Data Science Tutorial
- What is Data Science?
- Life Cycle of Data Analytics
- What is Machine Learning?
- Python Tools in Data Science
- Working with DataBase
- Data Science using R
- Hierarchical Indexing
- Data Science Using Scikit
- Clustering in Data Science
- Working with Network Data
- What is Plotting
- String Manipulation
- What is Text Analysis?
Data Science Using Scikit-Learn
Several Python libraries offer solid execution of a range of machine learning algorithms. One of the best called is Scikit-Learn, a package that supports accurate versions of a large number of standard algorithms. A clean, uniform features and Scikit-Learn, and streamlined API, as well as by beneficial and complete online documentation.

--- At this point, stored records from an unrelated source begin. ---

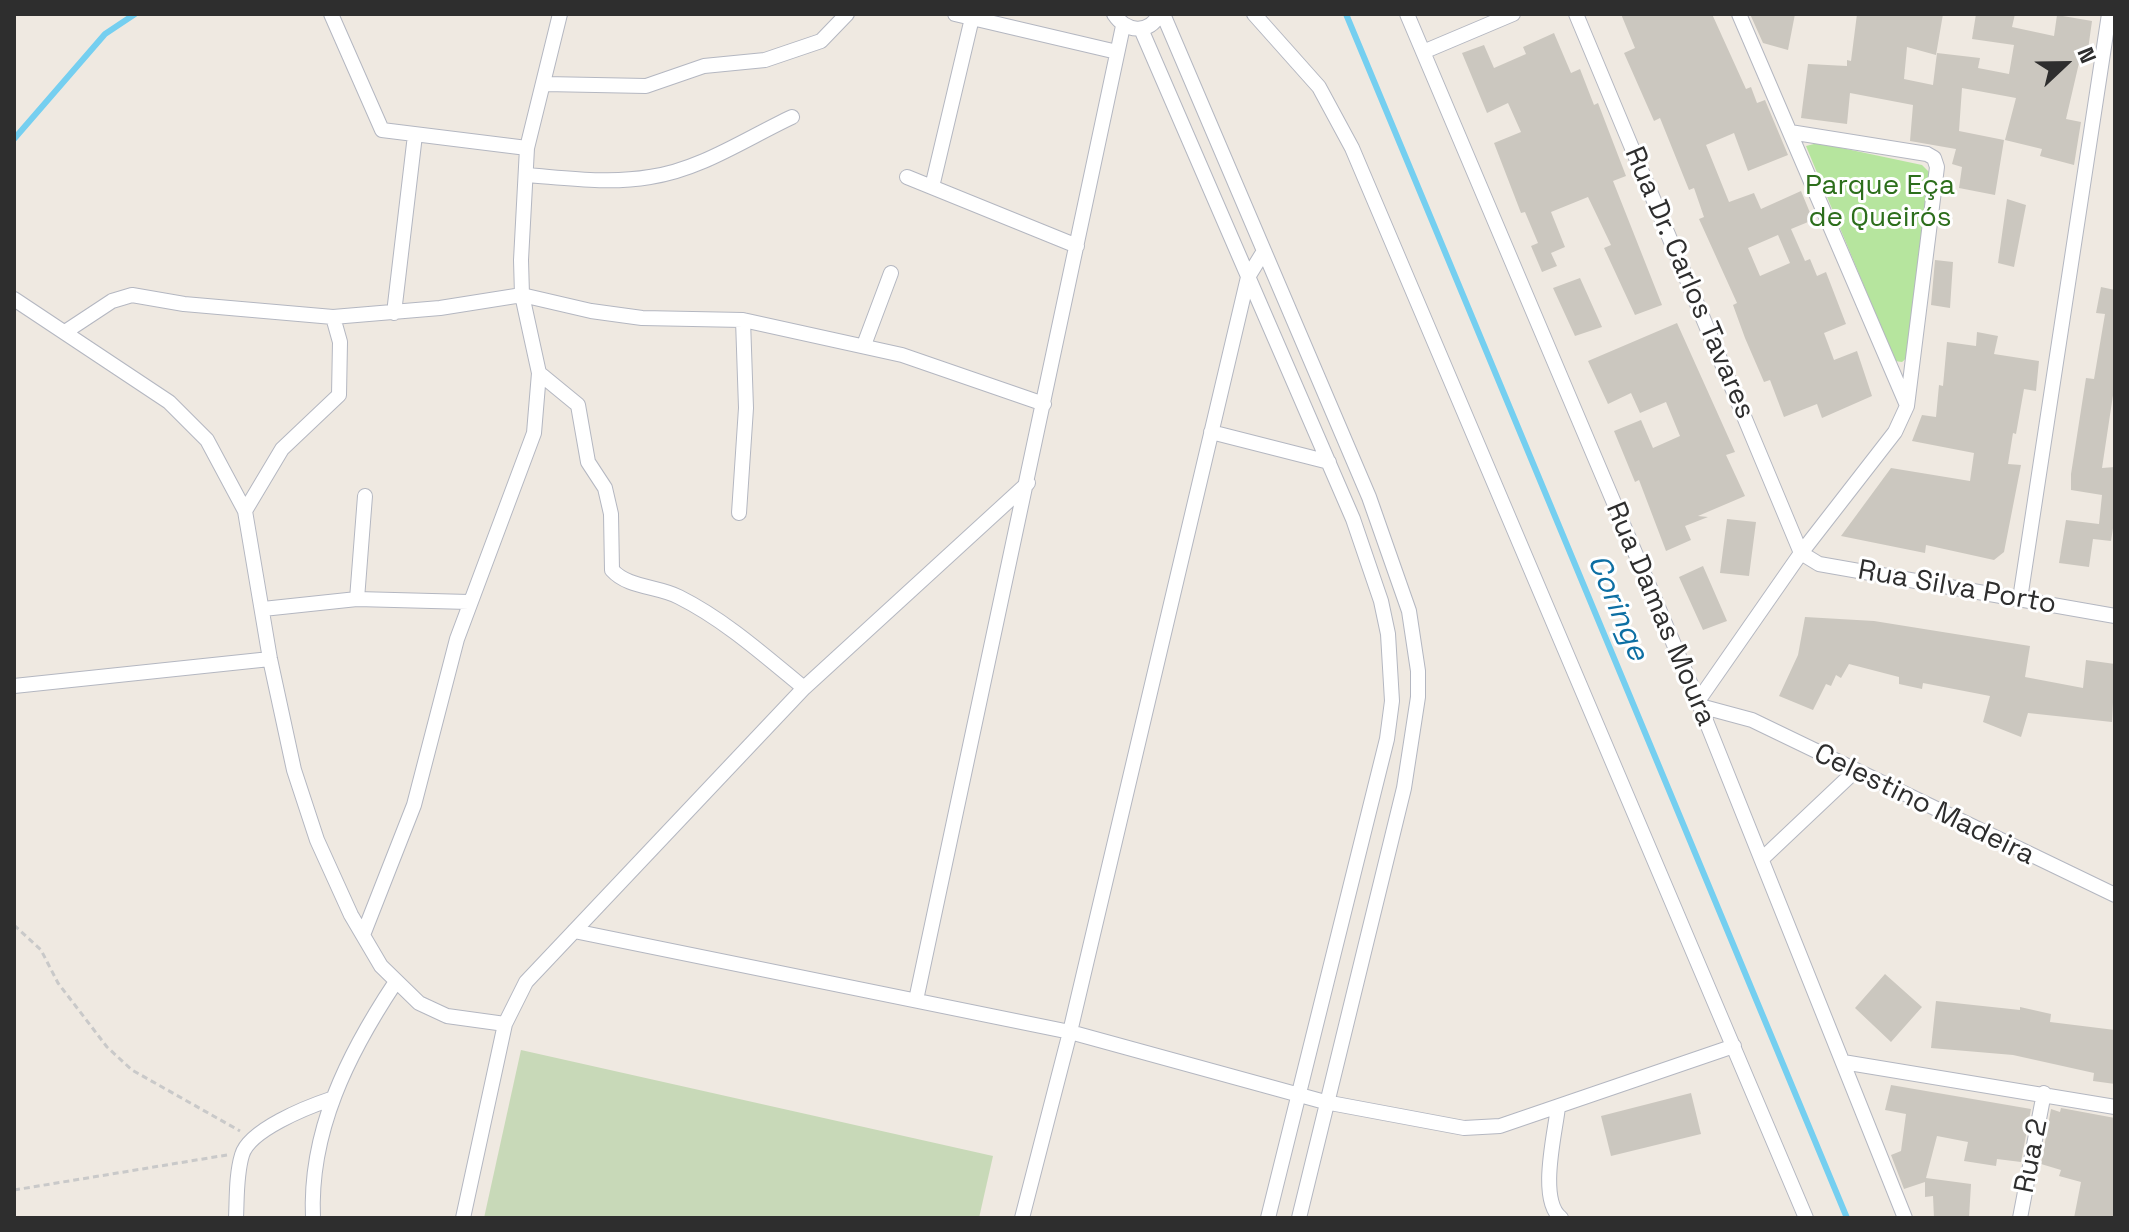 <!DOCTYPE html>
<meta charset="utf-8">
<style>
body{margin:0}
#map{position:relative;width:2129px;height:1232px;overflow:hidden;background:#efe9e1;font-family:"Space Grotesk",sans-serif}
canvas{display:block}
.frame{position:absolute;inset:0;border:16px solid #2e2e2e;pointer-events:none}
.north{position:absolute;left:2025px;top:24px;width:80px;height:80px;-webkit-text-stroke:6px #fff;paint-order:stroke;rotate:68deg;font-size:22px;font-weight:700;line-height:32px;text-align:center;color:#2e2e2e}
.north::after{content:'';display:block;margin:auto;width:28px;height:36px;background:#2e2e2e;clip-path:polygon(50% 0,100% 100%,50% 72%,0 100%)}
</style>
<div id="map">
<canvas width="2129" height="1232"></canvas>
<div class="frame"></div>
<div class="north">N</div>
</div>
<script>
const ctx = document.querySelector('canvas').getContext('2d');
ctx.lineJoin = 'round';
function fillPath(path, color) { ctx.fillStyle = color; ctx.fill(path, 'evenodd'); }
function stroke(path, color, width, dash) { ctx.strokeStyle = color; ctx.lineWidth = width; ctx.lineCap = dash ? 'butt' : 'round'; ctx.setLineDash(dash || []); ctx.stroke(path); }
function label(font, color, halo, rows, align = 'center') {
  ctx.font = font + ' "Space Grotesk",sans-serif'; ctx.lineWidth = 6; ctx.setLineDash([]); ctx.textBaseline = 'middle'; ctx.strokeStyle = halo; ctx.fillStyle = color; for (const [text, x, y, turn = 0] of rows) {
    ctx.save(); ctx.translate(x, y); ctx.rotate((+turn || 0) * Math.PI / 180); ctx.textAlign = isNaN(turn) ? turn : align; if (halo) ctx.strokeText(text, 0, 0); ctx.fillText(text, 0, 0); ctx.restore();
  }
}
const green = new Path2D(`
 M1818,143L1922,165L1930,173L1909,356L1902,362L1895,361L1806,146Z`);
const cemetery = new Path2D(`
 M521,1050L993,1156L979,1218H484Z`);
const stream = new Path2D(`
 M1346,14L1847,1218
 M14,139L105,34L135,14`);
const building = new Path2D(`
 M1621,14H1712L1746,89L1751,87L1757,103L1765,100L1788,155L1748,171L1734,133L1706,145L1729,202L1754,193L1761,209L1801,191L1813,220L1791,229L1805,261L1810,259L1817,276L1826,272L1846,324L1824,333L1834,360L1857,351L1872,396L1822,418L1817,404L1784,417L1770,380L1764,382L1745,338L1733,305L1737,303L1699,219L1704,217L1694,188L1689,190L1660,118L1654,121L1624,53L1635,48ZM1778,235L1790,263L1760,276L1748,248Z
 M1750,14H1795L1788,50L1763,43Z
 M1857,14H1943L1936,55L1907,47L1904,79L1933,85L1937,53L1980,58L1978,68L2009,74L2014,45L1972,39L1976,14H2015L2012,27L2054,36L2057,15L2092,21L2086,64L2079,63L2066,119L2081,122L2074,165L2040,156L2042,149L2005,140L2016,98L1962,88L1959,131L2004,140L1995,195L1959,188L1962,167L1952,164L1956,149L1910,141L1913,105L1850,93L1847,124L1801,118L1808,64L1847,66V60L1851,61Z
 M1554,33L1571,73L1580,69L1594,105L1598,103L1626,176L1613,181L1662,305L1635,315L1604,248L1611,245L1588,197L1551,212L1565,247L1551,253L1557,266L1542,272L1531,246L1538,243L1525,212L1521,213L1494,143L1521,132L1508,103L1487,113L1462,53L1484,45L1494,68L1526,54L1523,47Z
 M2007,199L2026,205L2014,267L1998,263Z
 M1935,260L1953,262L1950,308L1931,305Z
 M1580,278L1602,327L1575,336L1553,288Z
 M2101,287L2115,290V382L2102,468L2115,467V515L2111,541L2093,539L2089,567L2059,563L2066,520L2099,524L2102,495L2071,490V474L2086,378L2094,379L2105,314L2096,313Z
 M1677,323L1735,452L1726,455L1745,496L1698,516L1708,517L1685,526L1691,540L1666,551L1639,480L1635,482L1614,431L1641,420L1653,448L1680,436L1666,402L1640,413L1631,393L1608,404L1588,361Z
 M1977,332L1998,336L1994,354L2039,361L2036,391L2024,389L2016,434L2013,433L2008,464L2021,465L2004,552L1994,560L1926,545L1925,553L1841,536L1891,468L1970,481L1974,453L1912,441L1922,415L1936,417L1939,385L1943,386L1947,342L1976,346Z
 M1727,519L1756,522L1749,576L1720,573Z
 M1703,566L1727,621L1703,630L1679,577Z
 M1805,617L1874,621L2030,646L2025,677L2083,688L2086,660L2115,664L2112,722L2028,713L2021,737L1983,722L1990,696L1923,683L1922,689L1899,684V677L1849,664L1841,678L1836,675L1831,686L1826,684L1813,710L1779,696L1798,655Z
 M1885,974L1922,1007L1891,1042L1855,1008Z
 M1936,1001L2020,1010V1007L2051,1014L2050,1022L2115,1030V1084L2093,1081L2094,1073L2013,1055L1931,1048Z
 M1891,1085L2031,1109L2021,1162L1997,1159L1996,1166L1964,1161L1968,1142L1937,1136L1926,1178L1971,1184L1969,1218H1934L1933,1196L1925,1197V1182L1904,1189L1891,1155L1901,1151L1906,1114L1885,1110Z
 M1691,1093L1701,1134L1611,1156L1601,1116Z
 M2061,1108L2115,1118V1218H2074L2081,1182L2059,1176L2061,1170L2041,1164L2051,1109L2060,1112Z`);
const path = new Path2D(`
 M14,925L41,950L58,983L107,1047L132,1070L240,1131
 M14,1190L227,1155`);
const street = new Path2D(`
 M331,14L382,130L527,148
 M955,14L1117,52
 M1114,14C1126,32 1148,35 1160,14
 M1163,14L1369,497L1409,611L1418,671V697L1404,788L1299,1218
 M1254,14L1319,87L1352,148L1806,1218
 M1407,14L1700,706L1905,1218
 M1576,14L1801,553L1819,564L2115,616
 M1739,14L1906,403
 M1141,29L1353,519L1381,601L1388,634L1392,701L1387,739L1268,1218
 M1423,52L1513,14
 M545,84L646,86L704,66L765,60L821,41L847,14
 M526,175C567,178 609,184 650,177C700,170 747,138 792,117
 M907,177L1077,246
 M932,187L972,18
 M14,299L169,402L207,440L245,511L270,659L294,770L317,840L351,915L381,966L419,1003L447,1016L505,1024
 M394,313L415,135
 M65,332L112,301L132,295L184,304L333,317
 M864,345L891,273
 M539,373L578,405L588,462L605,488L611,514L612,570C628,588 658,586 679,597C725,620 765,656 804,688
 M1211,432L1329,462
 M245,511L282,449L339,395L340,342L333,317L440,308L522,295L591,311L642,318L743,320L902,355L1044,404
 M739,513L746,408L743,320
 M357,599L365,496
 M2020,599L2109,14
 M263,609L357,599L469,602
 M14,686L270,659
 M1698,701L1801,553L1895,432L1907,406L1937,167L1934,158L1927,154L1790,132
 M1700,706L1752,720L2115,895
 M1763,858L1854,772
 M574,931L1070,1032L1325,1102L1464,1128L1500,1126L1734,1046
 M363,935L414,805L457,639L534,433L539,373L522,295L521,260L527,148L560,14
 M916,1000L1123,26
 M1843,1062L2115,1107
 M1558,1107C1555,1134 1538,1200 1561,1218
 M236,1218C237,1198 236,1175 242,1155C249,1130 307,1107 331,1099
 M313,1218C309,1131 348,1054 395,983
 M463,1218L505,1024L526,982L804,688L1028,483
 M1022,1218L1070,1032L1248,277L1264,251
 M2020,1218L2044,1093`);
const parkNames = [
 ["Parque Eça",1880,186],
 ["de Queirós",1880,218]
];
const streetNames = [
 ["Rua Dr. Carlos Tavares",1689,283,67],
 ["Rua Silva Porto",1957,588,10],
 ["Rua Damas Moura",1660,614,67],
 ["Celestino Madeira",1924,805,26],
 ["Rua 2",2032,1156,-79]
];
const waterNames = [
 ["Coringe",1617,608,67]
];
fillPath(green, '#b6e59e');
fillPath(cemetery, '#c8d9b8');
stroke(stream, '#75cff0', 6);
fillPath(building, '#cbc7bf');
stroke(street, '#b4b7c1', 16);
stroke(path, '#c9c9c9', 3, [6, 4]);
stroke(street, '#fff', 14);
label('28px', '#2c6e1b', '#fff', parkNames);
label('28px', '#2e2e2e', '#fff', streetNames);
label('italic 30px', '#0d6fa3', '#fff', waterNames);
</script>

Data Representation in Scikit-Learn
Machine learning is about generating models from data: for that reason, we will start by discussing how data can be represented to be learned by the computer. The best method to thought about data within Scikit-Learn is in terms of tables of data.
Data as table
A virtual table is a two-dimensional grid of data, in which the rows describe single elements of the dataset, and the columns describe quantities associated with each of these elements. For example, consider the Iris dataset, popularly analyzed by Ronald Fisher in 1936. We can download this dataset in the form of a Pandas DataFrame using the Seaborn library:
In: import seaborn as sns
iris = sns.load_dataset('iris')
Out: sepal_length sepal_width petal_length petal_width species
0 5.1 3.5 1.4 0.2 setosa
1 4.9 3.0 1.4 0.2 setosa
2 4.7 3.2 1.3 0.2 setosa
3 4.6 3.1 1.5 0.2 setosa
4 5.0 3.6 1.4 0.2 setosa
Therefore, each row of the data defines a single observed flower, and the multiple rows are the total number of flowers in the dataset. In general we will define the rows of the matrix as samples and the number of rows as n_samples.
Each column of the data refers to a particular quantitative piece of information that describes each sample. In general, we will refer to the columns of the matrix as features, and the number of columns as n_features.
This table layout makes clear that the information can be thought of as a two-dimensional numerical array or matrix, which we will call the features matrix. By convention, this features matrix is often stored in a variable named X.
The features matrix is assumed to be two-dimensional, with shape [n_samples, n_features], and is included in a NumPy array or a Pandas DataFrame. However, some ScikitLearn models also accept SciPy sparse matrices. The samples (i.e., rows) always defines the individual objects defined by the dataset.
For example, the sample can be a flower, a person, a document, an image, a sound file, a video, an astronomical object, or anything else we can define with a set of quantitative measurements. The features (i.e., columns) always describes the distinct observations that quantitatively represent each sample. Features are generally real-valued but can be Boolean or discrete-valued in some methods.
In addition to the feature matrix X, we also generally work with a label or target array, which by convention we will usually call y. The target array is usually one dimensional, with length n_samples, and is generally contained in a NumPy array or Pan‐ das Series.
The target array can have continuous analytical values or discrete classes/labels. While some Scikit-Learn estimators do handle multiple target values in the form of a two-dimensional [n_samples, n_targets] target array, we will generally be working with the typical case of a one-dimensional target array.
For example, in the primary data, we can wish to generate a model that can predict the species of the flower depends on the other measurements; in this case,the species column can be considered the feature.
In: X_iris = iris.drop('species', axis=1)
Out: (150, 4)
In: y_iris = iris['species']
Basics of the API
Most generally, the steps in using the Scikit-Learn estimator API are as follows:
- Select a class of model by importing the appropriate estimator class from ScikitLearn.
- Select model hyperparameters by instantiating this class with desired values.
- Sequence the data into a features matrix and target vector following the discussion from before.
- Fit the model to our data by calling the fit() method of the model instance.
- Apply the model to new data:
For supervised learning, we predict labels for new data using the predict() method.
For unsupervised learning, we often transform or infer properties of the data using the transform() or predict() method.